Question

Oxidation number of chlorine atoms in $CaOC{{l}_{2}}$ are
(A) 0, 0
(B) -1, -1
(C) -1, +1
(D) -2, +7

Answer 1

Hint: Oxidation number is the total number of electrons that an atom either gains or loses electrons in order to form a chemical bond with another atom. The oxidation number of an atom is zero in a neutral substance that contains atoms of only one element.

Complete step by step solution:
- Oxidation number, also called as oxidation state, can be described as the number that is allocated to elements in a chemical combination.
- It is the count of electrons that atoms in a molecule can share, lose or gain while forming chemical bonds with other atoms of a different element.
- $CaOC{{l}_{2}}$ is a mixed salt of$HCl$ and $HOCl$ with $Ca{{(OH)}_{2}}$. It can be represented as
\[[Ca(OCl)Cl]\]
- The oxidation state of the compound can be represented as
\[[C{{a}^{+2}}{{(OCl)}^{-1}}C{{l}^{-1}}]\]
- The oxidation state of chlorine atom in $OCl$can be obtained as shown below
Oxidation number of oxygen atom is -2
Let oxidation number of Chlorine be x
$\begin{align}
& -2+x=-1 \\
& x=+1 \\
\end{align}$
- The oxidation state of other chlorine atom is -1

Therefore, answer to the question is (C) -1, +1

Additional information: Oxidation state helps us describe the transfer of electrons. It is also used to determine the changes that occur in redox reactions. It is quite similar to valence electrons.
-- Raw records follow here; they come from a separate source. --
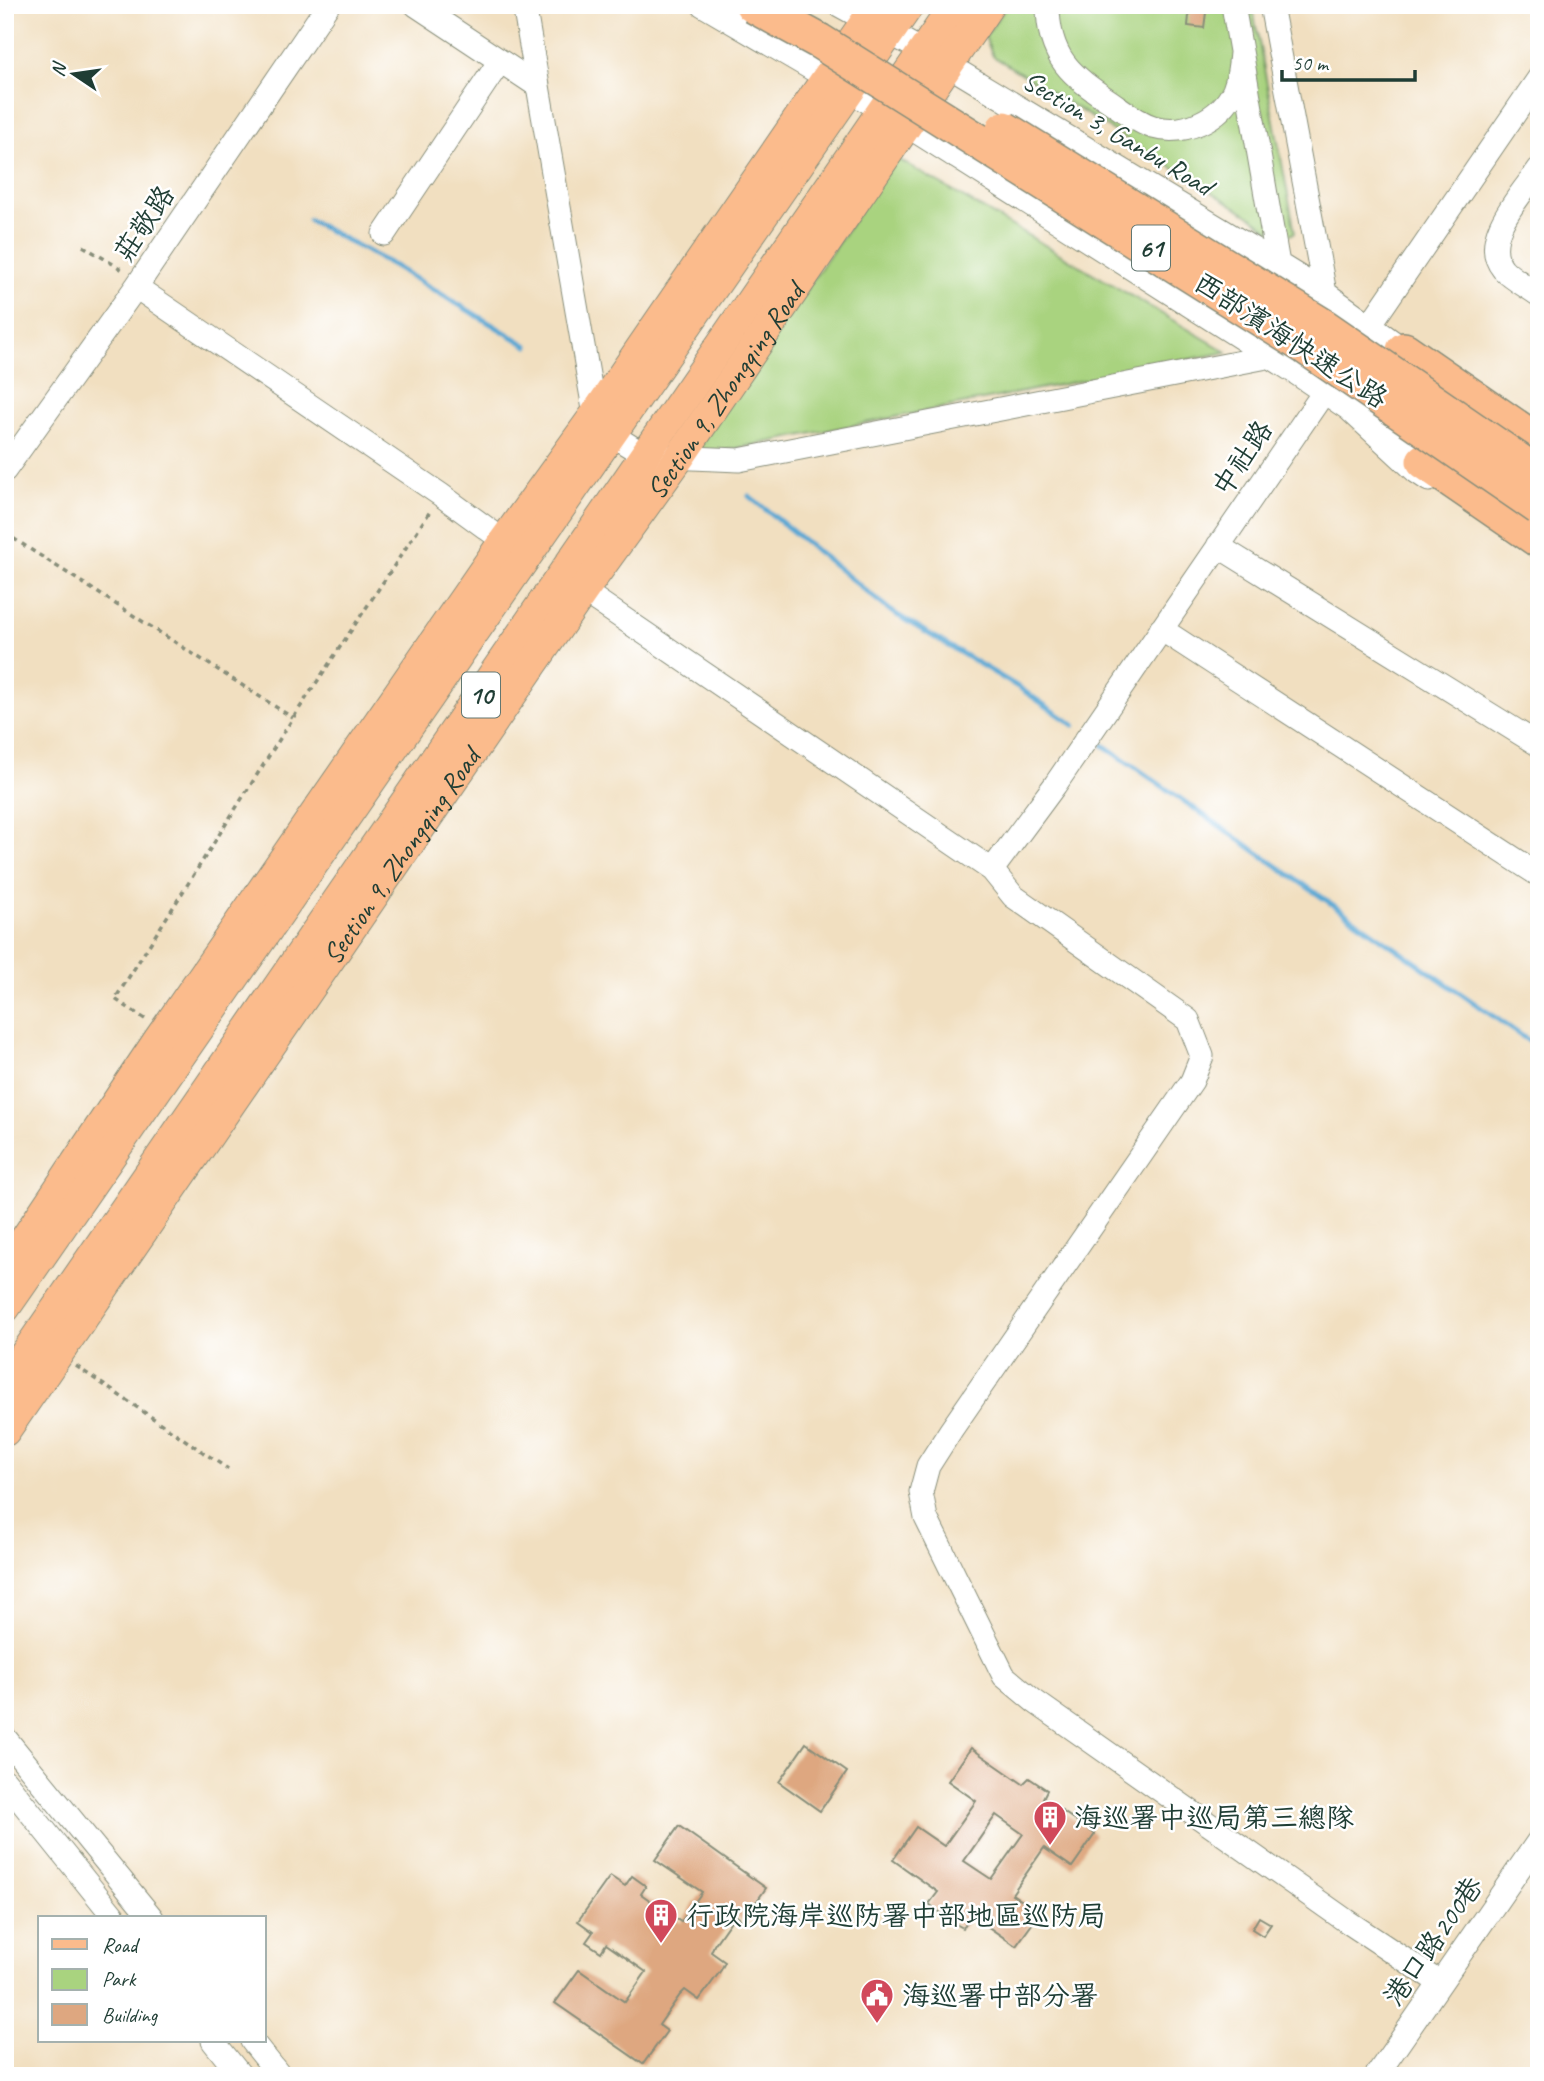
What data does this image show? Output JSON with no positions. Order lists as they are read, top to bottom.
{
  "streets": {
    "highway": ["61", "西部濱海快速公路"],
    "main road": ["Section 9, Zhongqing Road", "10"],
    "street": [
      "Section 3, Ganbu Road",
      "莊敬路",
      "中社路",
      "港口路200巷"
    ]
  },
  "crossings": [
    ["Section 3, Ganbu Road", "Section 9, Zhongqing Road"],
    ["Section 3, Ganbu Road", "中社路"],
    ["Section 3, Ganbu Road", "10"]
  ],
  "places": {
    "building": ["海巡署中巡局第三總隊", "行政院海岸巡防署中部地區巡防局"],
    "public building": ["海巡署中部分署"]
  },
  "legend": ["Road", "Park", "Building"],
  "scale_bar": "50 m",
  "north": "left"
}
Note: The oxidation number of atoms in their elemental state is taken as zero. The oxidation number of mono-atomic atoms like Na+ etc is taken as 1. The oxidation number of Hydrogen is +1 when present with non-metals and -1 when present with metals. In neutral compounds, the sum of all oxidation numbers is equal to zero.